La personnalité L’ancien grand maréchal de la Cour connaît très bien le monde de la coopération, par lequel il est passé.

L’étude et la passion de l’Histoire mènent à tout… Par exemple à un beau parcours au sein de la diplomatie où il s’impose très souvent de dominer les données du présent à l’aune des racines mais aussi des leçons du passé.

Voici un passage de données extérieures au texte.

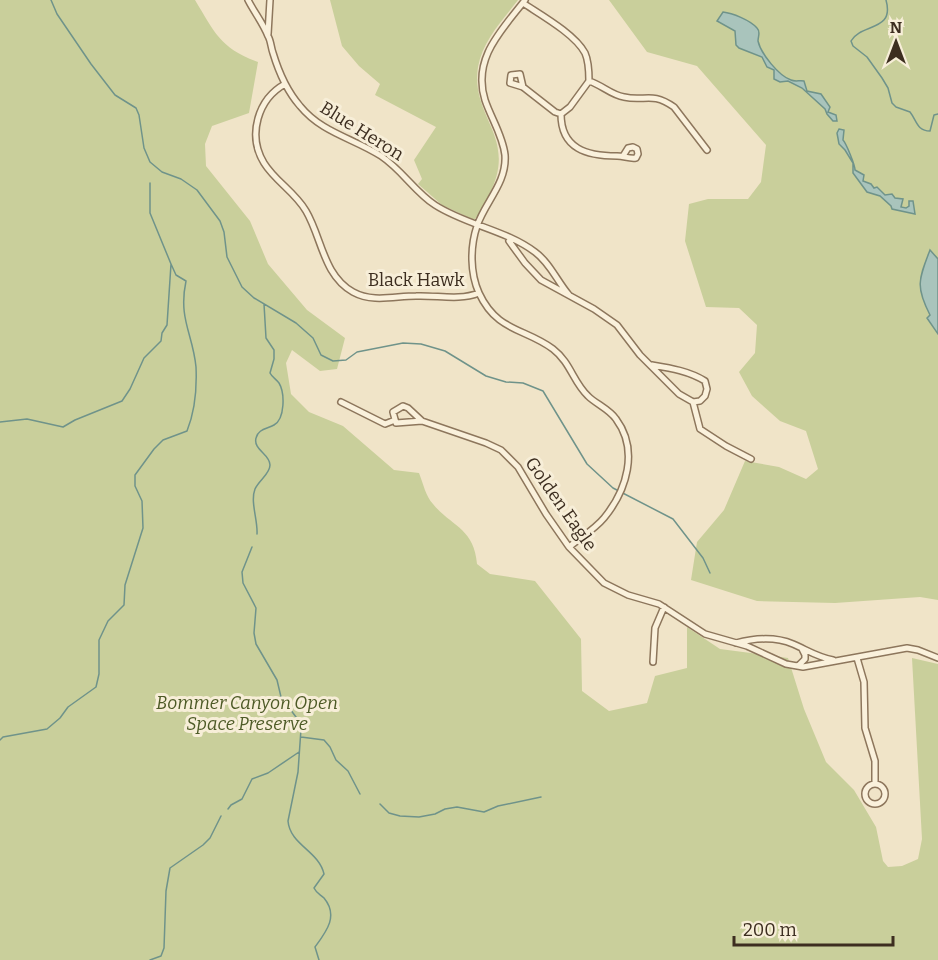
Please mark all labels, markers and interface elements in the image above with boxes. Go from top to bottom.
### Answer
north arrow [866,12,926,72]
text: N [890,18,902,37]
street label: Blue Heron [316,97,408,166]
street label: Black Hawk [368,269,465,291]
street label: Golden Eagle [520,453,602,555]
park label: Bommer Canyon Open Space Preserve [156,692,338,735]
scale bar [734,909,893,947]
text: 200 m [743,919,797,941]

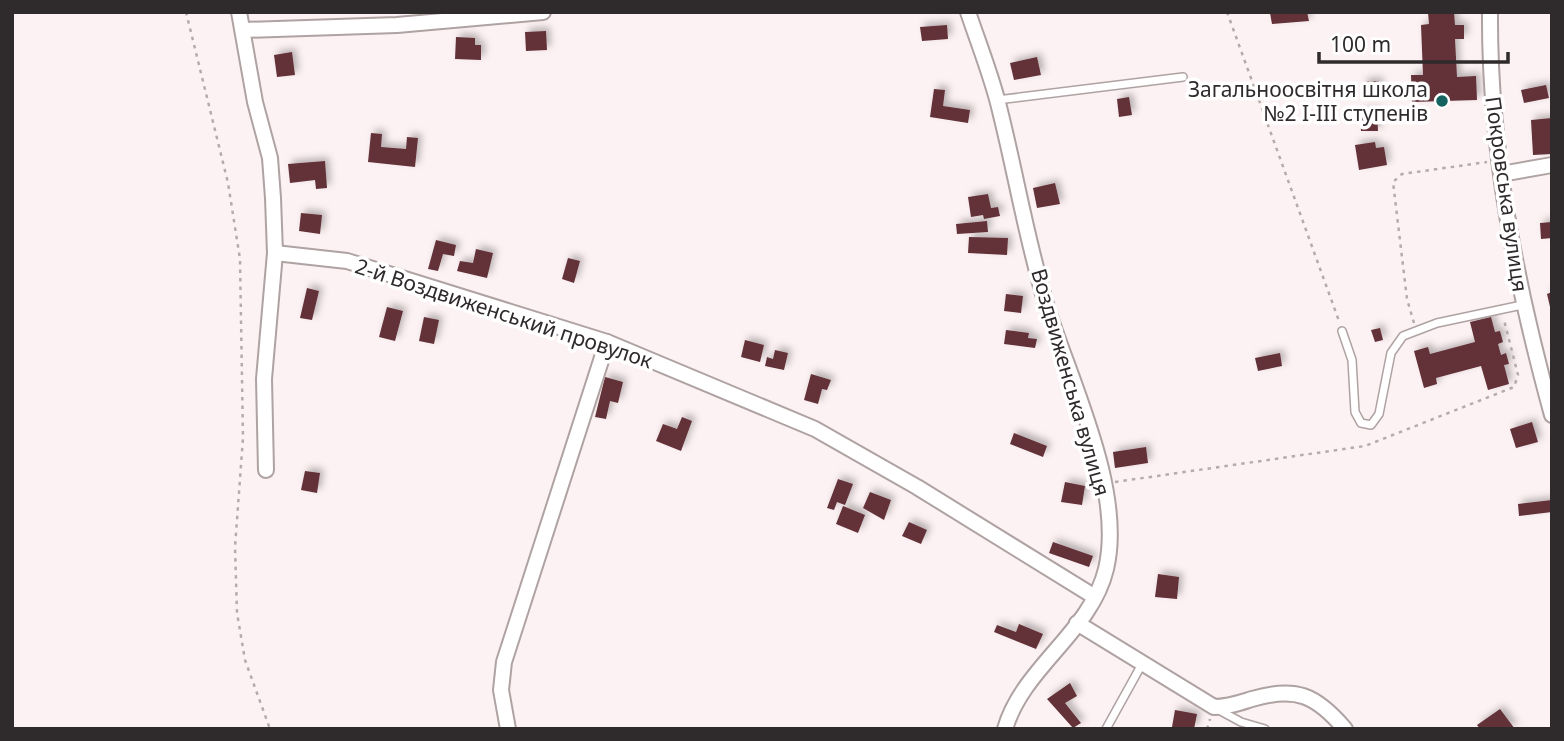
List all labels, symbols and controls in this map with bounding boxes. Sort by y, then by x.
scale bar [1319,21,1508,65]
text: 100 m [1330,30,1391,58]
place label: Загальноосвітня школа №2 I-III ступенів [1188,75,1428,127]
marker: Загальноосвітня школа №2 I-III ступенів [1434,93,1450,109]
street label: Покровська вулиця [1479,94,1535,294]
street label: 2-й Воздвиженський провулок [352,252,656,374]
street label: Воздвиженська вулиця [1025,265,1117,499]

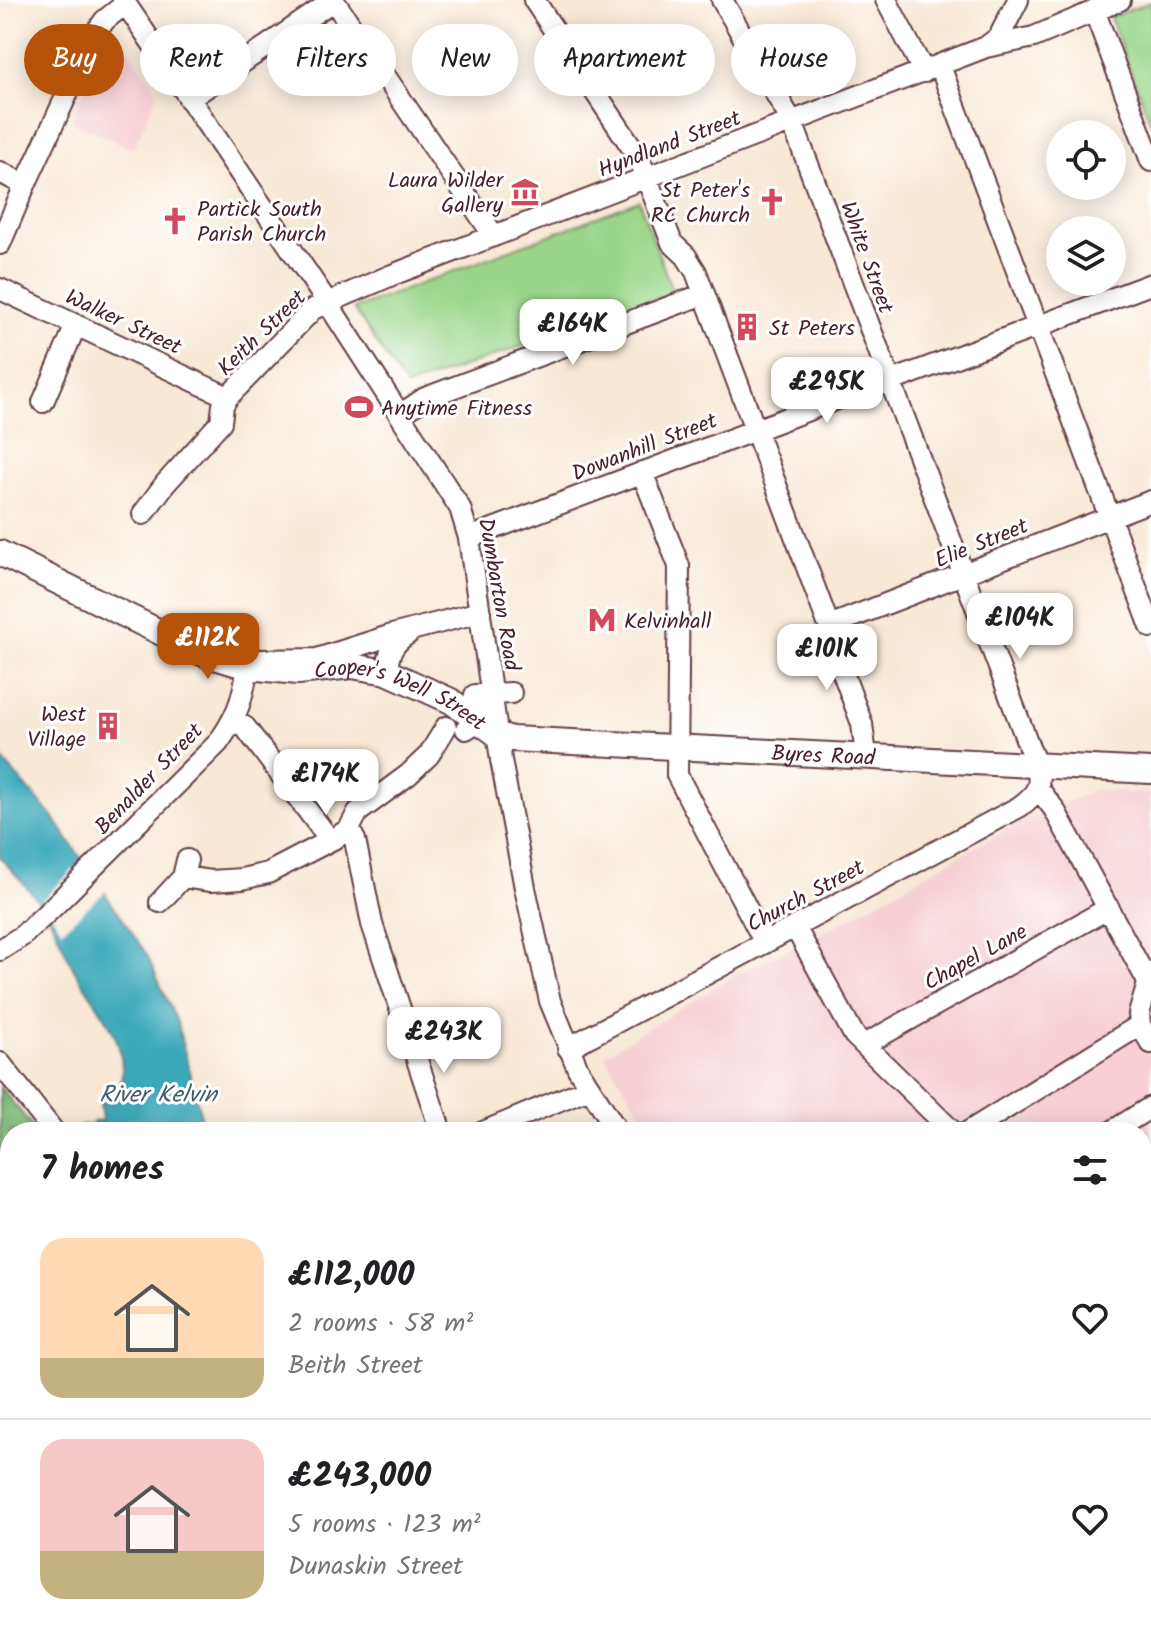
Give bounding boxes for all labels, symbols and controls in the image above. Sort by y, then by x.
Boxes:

A l’origine, Frank De Coninck qui a vu le jour à Blankenberge en février 1945 avait obtenu en 1968 un diplôme d’histoire à l’université de Gand. Avant d’entrer dans la Carrière, il a opté pour un passage dans la coopération au développement où il a fait montre de son diplôme et de ses capacités de transmission pédagogique au Congo.

Puis frais émoulu diplomate, il fut en poste dans divers pays, du Kenya au Pakistan en passant par les Pays-Bas et l’Espagne. Et il occupa aussi sinon surtout au bout de ce cheminement d’importants postes d’ambassadeur au Rwanda, en République démocratique du Congo avant de terminer son parcours, cerise sur la mozette papale, si on ose ainsi s’exprimer, dans la très belle résidence de l’ambassade de Belgique près du Saint-Siège à Rome après un crochet par le Palais royal sous Albert II et Paola où il fut un efficace grand maréchal de la Cour.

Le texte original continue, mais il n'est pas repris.